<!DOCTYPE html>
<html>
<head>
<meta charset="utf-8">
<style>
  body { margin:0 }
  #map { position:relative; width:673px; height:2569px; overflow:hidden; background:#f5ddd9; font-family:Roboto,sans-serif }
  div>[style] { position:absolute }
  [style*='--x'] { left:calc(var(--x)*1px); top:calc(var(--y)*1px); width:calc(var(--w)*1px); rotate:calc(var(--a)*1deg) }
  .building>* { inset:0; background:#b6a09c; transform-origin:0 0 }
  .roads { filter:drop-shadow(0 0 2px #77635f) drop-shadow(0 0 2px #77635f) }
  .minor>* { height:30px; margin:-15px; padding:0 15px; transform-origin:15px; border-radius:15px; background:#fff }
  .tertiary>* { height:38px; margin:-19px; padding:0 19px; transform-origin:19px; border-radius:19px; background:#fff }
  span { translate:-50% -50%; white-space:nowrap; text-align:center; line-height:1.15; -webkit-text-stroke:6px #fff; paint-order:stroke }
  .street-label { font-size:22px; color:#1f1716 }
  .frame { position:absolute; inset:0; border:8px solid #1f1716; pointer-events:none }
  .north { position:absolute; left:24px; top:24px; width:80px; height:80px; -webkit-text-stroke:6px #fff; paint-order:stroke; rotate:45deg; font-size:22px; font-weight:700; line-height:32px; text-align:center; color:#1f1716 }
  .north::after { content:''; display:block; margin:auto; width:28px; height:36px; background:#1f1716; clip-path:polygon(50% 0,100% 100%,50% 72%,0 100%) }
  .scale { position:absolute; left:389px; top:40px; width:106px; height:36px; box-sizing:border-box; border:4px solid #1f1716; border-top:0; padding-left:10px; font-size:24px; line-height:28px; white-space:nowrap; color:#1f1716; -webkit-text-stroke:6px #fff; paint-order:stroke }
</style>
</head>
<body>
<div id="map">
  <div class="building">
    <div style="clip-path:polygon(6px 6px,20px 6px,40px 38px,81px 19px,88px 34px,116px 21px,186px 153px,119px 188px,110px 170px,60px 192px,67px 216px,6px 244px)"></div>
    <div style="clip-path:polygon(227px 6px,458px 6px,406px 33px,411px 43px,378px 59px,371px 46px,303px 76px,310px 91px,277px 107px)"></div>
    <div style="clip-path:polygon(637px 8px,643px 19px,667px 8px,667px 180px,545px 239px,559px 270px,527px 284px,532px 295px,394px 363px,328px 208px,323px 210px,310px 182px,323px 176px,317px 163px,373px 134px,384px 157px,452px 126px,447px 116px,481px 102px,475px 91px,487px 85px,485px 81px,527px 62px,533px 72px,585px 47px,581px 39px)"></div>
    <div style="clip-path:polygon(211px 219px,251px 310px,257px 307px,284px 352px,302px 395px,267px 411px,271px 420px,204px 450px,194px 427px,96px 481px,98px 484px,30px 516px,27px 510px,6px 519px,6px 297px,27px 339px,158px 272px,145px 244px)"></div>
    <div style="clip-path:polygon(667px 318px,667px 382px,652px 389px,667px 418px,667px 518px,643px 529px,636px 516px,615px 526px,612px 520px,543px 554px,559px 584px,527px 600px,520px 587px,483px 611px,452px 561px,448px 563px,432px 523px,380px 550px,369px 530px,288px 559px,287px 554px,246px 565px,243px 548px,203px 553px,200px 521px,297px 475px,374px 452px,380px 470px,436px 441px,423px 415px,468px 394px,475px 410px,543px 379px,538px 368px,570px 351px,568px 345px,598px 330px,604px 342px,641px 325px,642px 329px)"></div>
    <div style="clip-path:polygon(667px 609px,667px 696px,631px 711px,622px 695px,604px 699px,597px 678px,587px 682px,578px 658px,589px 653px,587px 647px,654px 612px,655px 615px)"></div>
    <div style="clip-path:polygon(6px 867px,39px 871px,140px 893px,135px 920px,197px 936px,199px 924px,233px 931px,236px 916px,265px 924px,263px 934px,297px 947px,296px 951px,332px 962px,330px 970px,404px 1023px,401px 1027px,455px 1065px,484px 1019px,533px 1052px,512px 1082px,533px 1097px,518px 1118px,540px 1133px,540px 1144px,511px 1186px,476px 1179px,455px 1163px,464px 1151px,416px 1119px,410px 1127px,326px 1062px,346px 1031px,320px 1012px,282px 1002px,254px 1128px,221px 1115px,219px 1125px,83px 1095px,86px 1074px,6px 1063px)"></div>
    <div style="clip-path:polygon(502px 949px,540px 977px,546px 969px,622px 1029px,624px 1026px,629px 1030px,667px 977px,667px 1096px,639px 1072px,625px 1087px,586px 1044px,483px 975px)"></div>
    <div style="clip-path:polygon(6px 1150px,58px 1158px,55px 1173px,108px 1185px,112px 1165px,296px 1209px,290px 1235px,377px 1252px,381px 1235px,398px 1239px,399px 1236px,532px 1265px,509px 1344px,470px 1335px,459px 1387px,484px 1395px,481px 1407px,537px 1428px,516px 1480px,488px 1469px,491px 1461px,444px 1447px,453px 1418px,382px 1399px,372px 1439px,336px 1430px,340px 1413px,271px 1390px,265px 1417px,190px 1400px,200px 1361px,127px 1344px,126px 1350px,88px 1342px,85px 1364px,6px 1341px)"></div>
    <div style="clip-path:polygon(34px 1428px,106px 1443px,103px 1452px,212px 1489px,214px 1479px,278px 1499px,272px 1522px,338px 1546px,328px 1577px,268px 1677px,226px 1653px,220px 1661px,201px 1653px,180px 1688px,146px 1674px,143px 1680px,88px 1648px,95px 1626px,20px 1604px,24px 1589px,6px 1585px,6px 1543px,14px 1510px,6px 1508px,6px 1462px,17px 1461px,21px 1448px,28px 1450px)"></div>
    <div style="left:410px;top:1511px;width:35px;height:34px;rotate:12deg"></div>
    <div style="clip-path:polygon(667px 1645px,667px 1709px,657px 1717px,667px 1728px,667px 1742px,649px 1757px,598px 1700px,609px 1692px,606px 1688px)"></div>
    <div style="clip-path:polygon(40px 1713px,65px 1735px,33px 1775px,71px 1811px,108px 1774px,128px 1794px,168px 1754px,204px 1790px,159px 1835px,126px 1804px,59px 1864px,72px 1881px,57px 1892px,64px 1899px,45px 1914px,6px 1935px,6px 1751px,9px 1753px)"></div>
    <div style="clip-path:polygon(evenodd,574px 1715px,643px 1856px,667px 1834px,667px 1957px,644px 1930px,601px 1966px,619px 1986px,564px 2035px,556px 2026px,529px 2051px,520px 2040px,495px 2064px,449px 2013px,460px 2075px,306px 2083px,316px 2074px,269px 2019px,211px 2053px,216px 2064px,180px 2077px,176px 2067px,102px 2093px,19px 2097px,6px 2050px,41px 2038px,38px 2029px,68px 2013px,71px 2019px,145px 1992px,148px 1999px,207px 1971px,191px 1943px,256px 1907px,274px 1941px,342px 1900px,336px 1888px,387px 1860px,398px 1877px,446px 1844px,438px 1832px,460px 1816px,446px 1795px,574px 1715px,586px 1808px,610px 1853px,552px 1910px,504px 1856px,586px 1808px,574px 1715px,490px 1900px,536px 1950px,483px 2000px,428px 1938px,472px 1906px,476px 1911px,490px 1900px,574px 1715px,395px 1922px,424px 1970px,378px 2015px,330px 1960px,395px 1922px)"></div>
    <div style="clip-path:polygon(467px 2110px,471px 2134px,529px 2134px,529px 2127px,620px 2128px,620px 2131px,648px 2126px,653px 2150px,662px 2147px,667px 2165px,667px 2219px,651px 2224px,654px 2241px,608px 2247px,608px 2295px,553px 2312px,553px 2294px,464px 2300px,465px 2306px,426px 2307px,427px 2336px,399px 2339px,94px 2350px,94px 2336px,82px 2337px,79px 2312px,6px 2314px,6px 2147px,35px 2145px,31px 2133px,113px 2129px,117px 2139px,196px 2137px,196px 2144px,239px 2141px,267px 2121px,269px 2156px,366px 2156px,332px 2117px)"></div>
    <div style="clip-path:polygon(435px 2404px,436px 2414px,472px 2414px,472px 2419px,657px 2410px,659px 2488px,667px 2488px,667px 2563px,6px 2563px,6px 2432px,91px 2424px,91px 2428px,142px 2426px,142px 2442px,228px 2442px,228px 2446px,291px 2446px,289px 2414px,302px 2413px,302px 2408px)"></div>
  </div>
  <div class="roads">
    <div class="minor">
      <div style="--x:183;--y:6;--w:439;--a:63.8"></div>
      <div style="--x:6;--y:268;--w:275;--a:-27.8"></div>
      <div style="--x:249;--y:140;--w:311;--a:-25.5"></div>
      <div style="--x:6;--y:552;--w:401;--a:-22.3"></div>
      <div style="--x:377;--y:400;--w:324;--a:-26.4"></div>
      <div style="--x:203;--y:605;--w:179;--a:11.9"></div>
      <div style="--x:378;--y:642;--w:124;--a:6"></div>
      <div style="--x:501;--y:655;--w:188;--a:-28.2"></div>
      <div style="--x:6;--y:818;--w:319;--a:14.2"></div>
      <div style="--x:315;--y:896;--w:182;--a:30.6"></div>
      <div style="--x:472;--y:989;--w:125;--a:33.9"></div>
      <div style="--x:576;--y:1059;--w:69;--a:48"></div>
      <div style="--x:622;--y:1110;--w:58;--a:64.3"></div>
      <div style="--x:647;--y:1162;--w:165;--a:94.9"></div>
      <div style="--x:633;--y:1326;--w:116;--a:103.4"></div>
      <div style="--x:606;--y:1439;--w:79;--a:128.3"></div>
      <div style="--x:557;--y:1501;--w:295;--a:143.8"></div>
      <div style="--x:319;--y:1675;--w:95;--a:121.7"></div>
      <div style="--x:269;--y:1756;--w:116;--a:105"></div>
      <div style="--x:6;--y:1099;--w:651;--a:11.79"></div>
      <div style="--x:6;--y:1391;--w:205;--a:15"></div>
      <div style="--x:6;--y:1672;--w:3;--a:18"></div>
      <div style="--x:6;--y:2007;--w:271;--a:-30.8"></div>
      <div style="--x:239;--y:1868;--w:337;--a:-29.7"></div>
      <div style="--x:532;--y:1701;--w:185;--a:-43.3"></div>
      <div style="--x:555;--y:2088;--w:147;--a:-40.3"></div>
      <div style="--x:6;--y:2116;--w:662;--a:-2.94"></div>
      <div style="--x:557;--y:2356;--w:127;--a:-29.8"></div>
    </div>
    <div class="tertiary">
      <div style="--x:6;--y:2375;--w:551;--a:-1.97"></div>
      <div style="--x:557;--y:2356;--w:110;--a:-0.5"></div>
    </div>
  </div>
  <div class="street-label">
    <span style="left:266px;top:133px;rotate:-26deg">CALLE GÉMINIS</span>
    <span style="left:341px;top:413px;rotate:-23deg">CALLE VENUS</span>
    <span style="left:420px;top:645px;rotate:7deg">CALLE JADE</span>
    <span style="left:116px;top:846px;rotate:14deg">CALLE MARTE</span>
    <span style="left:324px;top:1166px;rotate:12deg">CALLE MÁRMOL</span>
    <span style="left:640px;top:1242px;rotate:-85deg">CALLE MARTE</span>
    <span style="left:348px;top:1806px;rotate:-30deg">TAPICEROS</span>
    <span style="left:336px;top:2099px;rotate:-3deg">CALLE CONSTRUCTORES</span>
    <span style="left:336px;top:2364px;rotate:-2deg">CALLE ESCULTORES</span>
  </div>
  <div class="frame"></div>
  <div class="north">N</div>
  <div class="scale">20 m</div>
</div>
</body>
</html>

**To do:** Taking the entries above, restate exactly those lines that fall between the line with "inset:0; background:#b6a09c; transform-origin:0" and the line with "position:absolute; left:24px; top:24px;", keeping both of those lines too.

**Reply:**
  .building>* { inset:0; background:#b6a09c; transform-origin:0 0 }
  .roads { filter:drop-shadow(0 0 2px #77635f) drop-shadow(0 0 2px #77635f) }
  .minor>* { height:30px; margin:-15px; padding:0 15px; transform-origin:15px; border-radius:15px; background:#fff }
  .tertiary>* { height:38px; margin:-19px; padding:0 19px; transform-origin:19px; border-radius:19px; background:#fff }
  span { translate:-50% -50%; white-space:nowrap; text-align:center; line-height:1.15; -webkit-text-stroke:6px #fff; paint-order:stroke }
  .street-label { font-size:22px; color:#1f1716 }
  .frame { position:absolute; inset:0; border:8px solid #1f1716; pointer-events:none }
  .north { position:absolute; left:24px; top:24px; width:80px; height:80px; -webkit-text-stroke:6px #fff; paint-order:stroke; rotate:45deg; font-size:22px; font-weight:700; line-height:32px; text-align:center; color:#1f1716 }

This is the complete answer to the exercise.